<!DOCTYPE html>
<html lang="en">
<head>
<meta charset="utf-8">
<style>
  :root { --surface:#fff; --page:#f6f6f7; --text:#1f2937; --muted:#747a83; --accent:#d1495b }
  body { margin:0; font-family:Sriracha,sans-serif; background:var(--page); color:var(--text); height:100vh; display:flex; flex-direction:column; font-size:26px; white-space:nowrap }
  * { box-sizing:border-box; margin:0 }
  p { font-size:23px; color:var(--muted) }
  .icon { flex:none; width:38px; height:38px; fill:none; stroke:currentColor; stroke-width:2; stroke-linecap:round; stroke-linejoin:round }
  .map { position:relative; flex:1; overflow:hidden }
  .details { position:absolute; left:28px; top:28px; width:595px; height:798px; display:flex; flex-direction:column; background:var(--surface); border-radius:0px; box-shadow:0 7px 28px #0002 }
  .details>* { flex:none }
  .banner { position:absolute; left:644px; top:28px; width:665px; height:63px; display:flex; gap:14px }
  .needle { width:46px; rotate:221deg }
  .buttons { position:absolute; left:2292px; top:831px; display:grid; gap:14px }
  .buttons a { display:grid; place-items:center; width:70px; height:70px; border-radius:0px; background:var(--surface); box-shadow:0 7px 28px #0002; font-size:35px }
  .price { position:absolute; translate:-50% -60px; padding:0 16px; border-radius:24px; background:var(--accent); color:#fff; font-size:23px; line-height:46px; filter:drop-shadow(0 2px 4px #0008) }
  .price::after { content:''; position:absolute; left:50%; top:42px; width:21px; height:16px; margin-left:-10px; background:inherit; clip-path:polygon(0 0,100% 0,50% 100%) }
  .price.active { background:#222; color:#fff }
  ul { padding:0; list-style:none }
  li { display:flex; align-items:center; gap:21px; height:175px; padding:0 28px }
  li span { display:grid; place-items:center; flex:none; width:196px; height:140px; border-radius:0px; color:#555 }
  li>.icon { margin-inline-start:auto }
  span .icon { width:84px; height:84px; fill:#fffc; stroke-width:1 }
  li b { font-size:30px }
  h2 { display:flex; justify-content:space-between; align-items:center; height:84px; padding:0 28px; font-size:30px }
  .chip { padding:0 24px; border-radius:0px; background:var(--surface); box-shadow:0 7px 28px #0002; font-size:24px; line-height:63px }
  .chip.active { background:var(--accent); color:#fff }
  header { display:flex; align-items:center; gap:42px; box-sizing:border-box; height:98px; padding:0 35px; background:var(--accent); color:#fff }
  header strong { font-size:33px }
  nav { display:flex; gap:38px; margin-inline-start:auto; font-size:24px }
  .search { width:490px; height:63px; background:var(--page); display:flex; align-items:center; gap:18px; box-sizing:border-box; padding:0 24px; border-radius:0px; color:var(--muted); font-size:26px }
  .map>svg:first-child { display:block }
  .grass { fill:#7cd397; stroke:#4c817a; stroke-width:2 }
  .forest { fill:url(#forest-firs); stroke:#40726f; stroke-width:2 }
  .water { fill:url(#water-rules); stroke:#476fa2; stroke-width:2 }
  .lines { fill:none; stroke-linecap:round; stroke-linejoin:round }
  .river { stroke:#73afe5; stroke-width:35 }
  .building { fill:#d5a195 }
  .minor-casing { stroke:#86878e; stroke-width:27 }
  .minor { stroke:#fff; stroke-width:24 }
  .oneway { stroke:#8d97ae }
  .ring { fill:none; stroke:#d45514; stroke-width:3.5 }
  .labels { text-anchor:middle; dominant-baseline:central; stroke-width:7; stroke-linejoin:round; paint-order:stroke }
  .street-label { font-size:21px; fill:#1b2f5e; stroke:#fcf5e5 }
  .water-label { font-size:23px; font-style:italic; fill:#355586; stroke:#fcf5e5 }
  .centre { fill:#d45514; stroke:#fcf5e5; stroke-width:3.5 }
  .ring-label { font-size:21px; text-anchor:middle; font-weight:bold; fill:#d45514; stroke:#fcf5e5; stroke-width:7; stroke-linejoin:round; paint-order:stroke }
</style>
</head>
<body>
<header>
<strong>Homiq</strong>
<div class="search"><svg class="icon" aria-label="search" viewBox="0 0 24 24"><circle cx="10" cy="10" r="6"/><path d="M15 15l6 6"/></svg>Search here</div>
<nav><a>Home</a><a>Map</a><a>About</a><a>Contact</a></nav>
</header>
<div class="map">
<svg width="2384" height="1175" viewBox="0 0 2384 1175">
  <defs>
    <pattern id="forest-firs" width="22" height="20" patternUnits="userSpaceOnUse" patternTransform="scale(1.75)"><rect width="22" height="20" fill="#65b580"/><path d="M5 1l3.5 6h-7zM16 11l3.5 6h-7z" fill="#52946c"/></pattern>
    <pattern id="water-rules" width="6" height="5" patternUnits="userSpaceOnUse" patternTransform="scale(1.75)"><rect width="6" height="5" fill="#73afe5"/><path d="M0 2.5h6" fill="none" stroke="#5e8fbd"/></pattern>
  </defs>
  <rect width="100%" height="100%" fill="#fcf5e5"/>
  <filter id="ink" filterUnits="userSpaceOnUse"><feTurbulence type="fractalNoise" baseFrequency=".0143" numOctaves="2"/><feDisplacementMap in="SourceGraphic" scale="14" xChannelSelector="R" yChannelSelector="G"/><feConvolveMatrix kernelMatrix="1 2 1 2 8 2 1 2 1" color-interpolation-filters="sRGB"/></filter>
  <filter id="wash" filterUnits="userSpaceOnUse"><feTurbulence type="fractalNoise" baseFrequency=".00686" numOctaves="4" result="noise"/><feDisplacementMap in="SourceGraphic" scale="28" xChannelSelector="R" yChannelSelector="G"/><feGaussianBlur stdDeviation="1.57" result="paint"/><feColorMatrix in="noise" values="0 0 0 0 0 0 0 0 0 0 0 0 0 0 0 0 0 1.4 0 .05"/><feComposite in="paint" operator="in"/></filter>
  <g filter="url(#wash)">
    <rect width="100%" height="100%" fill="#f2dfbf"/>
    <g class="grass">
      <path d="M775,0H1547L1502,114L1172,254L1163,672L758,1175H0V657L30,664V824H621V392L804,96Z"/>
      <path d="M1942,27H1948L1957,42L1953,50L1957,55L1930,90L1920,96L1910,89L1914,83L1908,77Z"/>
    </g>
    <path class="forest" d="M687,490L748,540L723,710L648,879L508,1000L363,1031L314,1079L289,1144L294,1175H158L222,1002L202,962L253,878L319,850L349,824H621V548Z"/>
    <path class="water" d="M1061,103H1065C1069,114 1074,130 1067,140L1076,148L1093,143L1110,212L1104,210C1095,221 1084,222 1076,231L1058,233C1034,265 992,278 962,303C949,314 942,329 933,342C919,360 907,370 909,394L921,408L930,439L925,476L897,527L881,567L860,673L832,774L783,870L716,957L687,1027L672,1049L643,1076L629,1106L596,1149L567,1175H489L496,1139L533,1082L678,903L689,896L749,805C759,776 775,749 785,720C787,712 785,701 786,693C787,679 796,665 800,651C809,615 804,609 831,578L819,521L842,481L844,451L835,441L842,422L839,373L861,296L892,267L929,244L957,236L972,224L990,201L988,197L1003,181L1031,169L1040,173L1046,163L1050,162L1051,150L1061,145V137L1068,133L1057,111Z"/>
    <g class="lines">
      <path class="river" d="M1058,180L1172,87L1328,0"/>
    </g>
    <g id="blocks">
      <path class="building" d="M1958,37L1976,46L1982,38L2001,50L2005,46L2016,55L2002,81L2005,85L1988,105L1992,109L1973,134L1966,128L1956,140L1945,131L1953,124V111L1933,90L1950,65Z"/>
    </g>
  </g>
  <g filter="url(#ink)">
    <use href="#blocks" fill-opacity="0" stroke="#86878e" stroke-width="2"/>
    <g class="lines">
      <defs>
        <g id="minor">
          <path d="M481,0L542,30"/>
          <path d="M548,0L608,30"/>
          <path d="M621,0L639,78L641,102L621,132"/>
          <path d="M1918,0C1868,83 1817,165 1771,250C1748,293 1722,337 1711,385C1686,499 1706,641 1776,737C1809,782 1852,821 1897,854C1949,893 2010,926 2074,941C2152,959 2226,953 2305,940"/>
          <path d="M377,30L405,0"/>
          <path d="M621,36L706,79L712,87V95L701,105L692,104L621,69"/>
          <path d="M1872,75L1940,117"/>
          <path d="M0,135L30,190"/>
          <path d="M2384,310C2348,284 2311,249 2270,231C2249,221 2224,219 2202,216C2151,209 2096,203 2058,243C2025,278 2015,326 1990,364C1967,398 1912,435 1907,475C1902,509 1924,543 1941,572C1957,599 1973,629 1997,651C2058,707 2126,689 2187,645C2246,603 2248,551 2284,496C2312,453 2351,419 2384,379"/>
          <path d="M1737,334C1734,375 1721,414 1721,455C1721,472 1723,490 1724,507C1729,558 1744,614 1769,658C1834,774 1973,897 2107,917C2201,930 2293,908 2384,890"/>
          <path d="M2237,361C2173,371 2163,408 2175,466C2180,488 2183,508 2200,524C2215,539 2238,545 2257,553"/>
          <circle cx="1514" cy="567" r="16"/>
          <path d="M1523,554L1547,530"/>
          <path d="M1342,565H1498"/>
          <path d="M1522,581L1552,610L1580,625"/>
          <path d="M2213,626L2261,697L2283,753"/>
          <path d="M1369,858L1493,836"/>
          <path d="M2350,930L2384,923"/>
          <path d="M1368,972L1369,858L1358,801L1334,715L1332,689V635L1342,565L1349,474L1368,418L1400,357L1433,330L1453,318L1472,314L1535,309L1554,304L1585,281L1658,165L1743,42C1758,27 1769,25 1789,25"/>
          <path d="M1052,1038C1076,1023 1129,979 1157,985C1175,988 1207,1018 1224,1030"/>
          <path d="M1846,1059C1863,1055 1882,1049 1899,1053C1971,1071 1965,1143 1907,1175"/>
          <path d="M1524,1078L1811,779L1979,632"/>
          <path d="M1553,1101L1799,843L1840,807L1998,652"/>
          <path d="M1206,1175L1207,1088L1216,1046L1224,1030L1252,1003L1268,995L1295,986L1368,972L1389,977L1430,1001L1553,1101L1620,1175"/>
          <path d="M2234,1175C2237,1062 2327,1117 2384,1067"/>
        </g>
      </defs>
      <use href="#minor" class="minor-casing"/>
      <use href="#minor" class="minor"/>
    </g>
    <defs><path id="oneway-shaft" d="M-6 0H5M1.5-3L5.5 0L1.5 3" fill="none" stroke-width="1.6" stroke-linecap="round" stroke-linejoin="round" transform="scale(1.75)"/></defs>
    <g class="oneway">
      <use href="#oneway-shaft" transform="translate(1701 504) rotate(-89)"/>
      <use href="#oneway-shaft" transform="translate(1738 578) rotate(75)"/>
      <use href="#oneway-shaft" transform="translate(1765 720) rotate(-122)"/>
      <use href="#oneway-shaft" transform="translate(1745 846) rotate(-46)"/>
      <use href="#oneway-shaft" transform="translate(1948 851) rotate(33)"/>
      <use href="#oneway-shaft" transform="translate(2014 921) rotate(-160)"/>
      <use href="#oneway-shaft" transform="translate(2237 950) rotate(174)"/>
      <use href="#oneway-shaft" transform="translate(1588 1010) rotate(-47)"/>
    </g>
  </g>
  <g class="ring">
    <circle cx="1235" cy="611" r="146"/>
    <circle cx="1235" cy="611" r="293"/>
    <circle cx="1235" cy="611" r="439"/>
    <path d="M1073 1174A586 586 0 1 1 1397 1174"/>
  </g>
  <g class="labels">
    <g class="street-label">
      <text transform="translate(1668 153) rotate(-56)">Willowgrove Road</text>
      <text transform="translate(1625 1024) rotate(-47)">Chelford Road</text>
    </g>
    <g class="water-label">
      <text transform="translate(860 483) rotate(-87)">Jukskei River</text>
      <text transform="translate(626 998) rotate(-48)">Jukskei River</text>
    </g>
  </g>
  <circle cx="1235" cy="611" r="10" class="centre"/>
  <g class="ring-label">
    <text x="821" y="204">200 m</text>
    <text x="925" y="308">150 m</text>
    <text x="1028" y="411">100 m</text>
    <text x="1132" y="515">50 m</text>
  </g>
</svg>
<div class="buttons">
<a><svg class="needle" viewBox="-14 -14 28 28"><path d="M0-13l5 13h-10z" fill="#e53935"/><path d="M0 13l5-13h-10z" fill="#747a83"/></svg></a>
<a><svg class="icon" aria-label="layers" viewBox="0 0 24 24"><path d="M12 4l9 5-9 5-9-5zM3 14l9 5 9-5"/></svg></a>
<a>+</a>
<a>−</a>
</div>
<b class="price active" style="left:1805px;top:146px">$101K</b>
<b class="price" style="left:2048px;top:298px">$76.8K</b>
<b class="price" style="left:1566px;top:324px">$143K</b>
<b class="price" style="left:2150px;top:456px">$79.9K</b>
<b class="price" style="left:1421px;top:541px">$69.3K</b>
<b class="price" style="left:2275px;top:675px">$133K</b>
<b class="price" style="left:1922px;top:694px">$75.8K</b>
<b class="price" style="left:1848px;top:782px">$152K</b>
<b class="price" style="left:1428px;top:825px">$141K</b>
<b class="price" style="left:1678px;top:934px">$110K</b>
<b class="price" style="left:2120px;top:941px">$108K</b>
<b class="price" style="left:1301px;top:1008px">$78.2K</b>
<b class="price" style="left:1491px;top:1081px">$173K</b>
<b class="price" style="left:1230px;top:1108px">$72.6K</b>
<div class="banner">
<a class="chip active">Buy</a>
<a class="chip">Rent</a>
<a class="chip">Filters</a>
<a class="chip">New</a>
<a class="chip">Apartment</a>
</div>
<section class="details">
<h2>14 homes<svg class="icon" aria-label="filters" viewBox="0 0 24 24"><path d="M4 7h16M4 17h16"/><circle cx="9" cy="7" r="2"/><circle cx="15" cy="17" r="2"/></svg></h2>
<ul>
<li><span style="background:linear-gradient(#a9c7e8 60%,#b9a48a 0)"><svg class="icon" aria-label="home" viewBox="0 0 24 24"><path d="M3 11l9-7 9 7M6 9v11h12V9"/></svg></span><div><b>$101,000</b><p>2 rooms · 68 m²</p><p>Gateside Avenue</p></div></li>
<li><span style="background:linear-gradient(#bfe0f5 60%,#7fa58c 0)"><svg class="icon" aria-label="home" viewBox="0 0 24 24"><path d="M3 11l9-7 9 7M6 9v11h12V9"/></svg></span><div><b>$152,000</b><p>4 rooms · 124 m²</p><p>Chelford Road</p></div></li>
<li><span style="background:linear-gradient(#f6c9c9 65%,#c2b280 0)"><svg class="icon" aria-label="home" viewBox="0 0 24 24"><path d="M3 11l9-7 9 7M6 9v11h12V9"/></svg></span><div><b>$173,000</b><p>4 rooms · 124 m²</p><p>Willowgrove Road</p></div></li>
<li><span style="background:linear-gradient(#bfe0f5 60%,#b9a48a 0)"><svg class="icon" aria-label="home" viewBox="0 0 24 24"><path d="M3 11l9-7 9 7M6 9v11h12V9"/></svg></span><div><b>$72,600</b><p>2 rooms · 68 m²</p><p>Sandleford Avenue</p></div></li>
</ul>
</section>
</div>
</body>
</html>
----
- **Your assignment**
Looking through the records, copy out every line in which the word "buttons" is found.

- **Exercise output**
  .buttons { position:absolute; left:2292px; top:831px; display:grid; gap:14px }
  .buttons a { display:grid; place-items:center; width:70px; height:70px; border-radius:0px; background:var(--surface); box-shadow:0 7px 28px #0002; font-size:35px }
<div class="buttons">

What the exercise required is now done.